Teve algum momento específico em que você notou que era hora de montar uma competição profissional para mulheres?

Desde 2012 eu vinha sentindo na pele a falta das competições para mulheres no Brasil, foi quando decidi mudar o foco da minha carreira de competidora passando a atuar como freesurfer e, em 2015, consegui montar uma competição profissional para mulheres de nível internacional na Praia do Forte na Bahia. A intenção é realizar cada vez mais eventos para mulheres no Brasil.

Marina Werneck de perfil olhando o mar

Hoje as competições ainda são muito divergentes em relação aos prêmios aos surfistas homens e mulheres. Por que isso ainda acontece e como podemos mudar? 

Ainda são muito divergentes, sim, muito pelo motivo de terem mais homens competindo. Mas as coisas estão mudando, na elite do circuito mundial os prêmios hoje são iguais entre os homens e as mulheres.

O surf feminino está evoluindo? Os patrocinadores estão olhando com mais atenção à modalidade? 

O surf feminino está evoluindo muito, o nível de performance das meninas nunca foi tão alto e a imagem das surfistas tão inspiradora. E as marcas de surf estão voltando a investir no surf feminino, assim como grandes marcas do mercado também. As empresas querem incentivar mais mulheres a surfar, e as atletas profissionais começaram a despertar em si uma motivação de trabalharem melhor seu marketing pessoal valorizando sua beleza natural e estilo próprio - e atrelando isso a sua performance no esporte. 

Por que você escolheu ir para o freesurf? 

Dediquei muitos anos da minha vida às competições. Foi muito bom viajar o mundo em busca de títulos e evolução como atleta, realizei alguns sonhos como competidora e conquistei o espaço e o reconhecimento que tenho hoje com a história que construí através das competições. Escolhi ir para o freesurf quando senti a necessidade de ampliar meus horizontes como surfista profissional, poder surfar com mais liberdade e explorar mais o lado do marketing produzindo conteúdo, criando projetos que valorizem o surf feminino como um todo, inspirando cada vez mais mulheres a surfar e fazer o que amam. 

E como está sendo o seu trabalho com o Adaptsurf?

Sou madrinha do Adaptsurf, um projeto muito especial que tenho o prazer de contribuir com bastante carinho. Eles fazem um trabalho legal utilizando o surf como ferramenta de transformação na vida de pessoas com necessidades especiais, tornando o esporte e a praia acessíveis para todos e proporcionando uma troca muito especial entre alunos e voluntários.

Mais do que a sua profissão, o surf faz parte do seu estilo de vida. No que a prática interfere e transforma quem você é?  
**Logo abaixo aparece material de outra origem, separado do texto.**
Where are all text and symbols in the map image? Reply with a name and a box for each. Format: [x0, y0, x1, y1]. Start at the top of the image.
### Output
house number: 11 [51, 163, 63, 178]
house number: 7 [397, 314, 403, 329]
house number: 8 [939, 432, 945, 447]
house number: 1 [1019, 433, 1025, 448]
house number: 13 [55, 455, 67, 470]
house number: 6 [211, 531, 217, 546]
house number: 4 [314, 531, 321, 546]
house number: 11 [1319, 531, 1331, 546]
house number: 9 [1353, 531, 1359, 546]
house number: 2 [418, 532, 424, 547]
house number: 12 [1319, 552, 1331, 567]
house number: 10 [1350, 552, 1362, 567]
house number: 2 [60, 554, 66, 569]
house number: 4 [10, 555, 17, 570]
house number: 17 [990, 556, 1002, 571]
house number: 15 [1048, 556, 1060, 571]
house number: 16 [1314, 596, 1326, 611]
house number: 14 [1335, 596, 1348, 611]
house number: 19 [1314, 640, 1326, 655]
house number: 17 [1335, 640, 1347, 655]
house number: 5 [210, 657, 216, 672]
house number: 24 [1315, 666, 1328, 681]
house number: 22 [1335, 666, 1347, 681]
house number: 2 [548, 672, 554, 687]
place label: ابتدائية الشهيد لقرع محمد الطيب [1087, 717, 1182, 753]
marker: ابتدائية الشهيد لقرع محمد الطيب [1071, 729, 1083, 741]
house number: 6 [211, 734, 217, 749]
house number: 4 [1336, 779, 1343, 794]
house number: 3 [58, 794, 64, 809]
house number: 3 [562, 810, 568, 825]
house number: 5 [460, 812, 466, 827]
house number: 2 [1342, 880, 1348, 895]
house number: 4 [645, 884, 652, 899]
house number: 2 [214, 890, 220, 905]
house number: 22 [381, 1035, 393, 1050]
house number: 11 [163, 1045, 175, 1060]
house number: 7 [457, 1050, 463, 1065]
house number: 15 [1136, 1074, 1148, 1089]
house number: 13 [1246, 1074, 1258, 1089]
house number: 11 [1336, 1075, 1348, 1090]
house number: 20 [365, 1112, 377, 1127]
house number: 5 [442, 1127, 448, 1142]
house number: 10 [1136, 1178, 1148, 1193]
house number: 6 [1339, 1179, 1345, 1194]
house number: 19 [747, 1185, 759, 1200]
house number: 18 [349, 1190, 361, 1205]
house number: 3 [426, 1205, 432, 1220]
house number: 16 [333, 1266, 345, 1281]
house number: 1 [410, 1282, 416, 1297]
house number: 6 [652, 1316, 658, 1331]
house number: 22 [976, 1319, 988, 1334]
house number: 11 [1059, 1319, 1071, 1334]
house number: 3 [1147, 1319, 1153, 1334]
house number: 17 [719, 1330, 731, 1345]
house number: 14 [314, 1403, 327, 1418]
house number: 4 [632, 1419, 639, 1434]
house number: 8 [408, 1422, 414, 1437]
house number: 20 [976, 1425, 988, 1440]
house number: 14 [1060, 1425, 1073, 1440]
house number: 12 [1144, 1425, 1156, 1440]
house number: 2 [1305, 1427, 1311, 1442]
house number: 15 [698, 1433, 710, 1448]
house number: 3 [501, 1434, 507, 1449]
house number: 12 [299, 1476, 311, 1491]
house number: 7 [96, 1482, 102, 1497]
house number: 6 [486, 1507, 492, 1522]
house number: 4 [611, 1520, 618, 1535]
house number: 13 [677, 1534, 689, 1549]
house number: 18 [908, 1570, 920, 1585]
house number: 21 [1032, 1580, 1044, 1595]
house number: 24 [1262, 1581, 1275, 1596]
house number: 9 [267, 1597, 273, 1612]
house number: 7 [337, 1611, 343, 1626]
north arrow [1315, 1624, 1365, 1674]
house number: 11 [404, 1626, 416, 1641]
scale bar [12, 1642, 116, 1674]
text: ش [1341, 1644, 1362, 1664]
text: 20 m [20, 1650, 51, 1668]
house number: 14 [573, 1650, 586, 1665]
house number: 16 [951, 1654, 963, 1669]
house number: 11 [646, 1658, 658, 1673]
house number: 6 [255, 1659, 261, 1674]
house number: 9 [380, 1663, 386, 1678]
O surf é o que guia a minha vida desde criança, me conecta com a minha essência, me proporciona liberdade, desafios, conexão com a natureza, consciência. Eu busco ser uma surfista melhor a cada dia, assim como eu busco ser uma pessoa melhor a cada dia. Quando estou surfando eu me expresso com toda a minha verdade, me inspiro a cada onda, me encontro e entro em sintonia com as minhas intenções. Fora do mar, levo essa energia comigo para o meu dia a dia, buscando viver as coisas que eu acredito e amo com a mesma intensidade.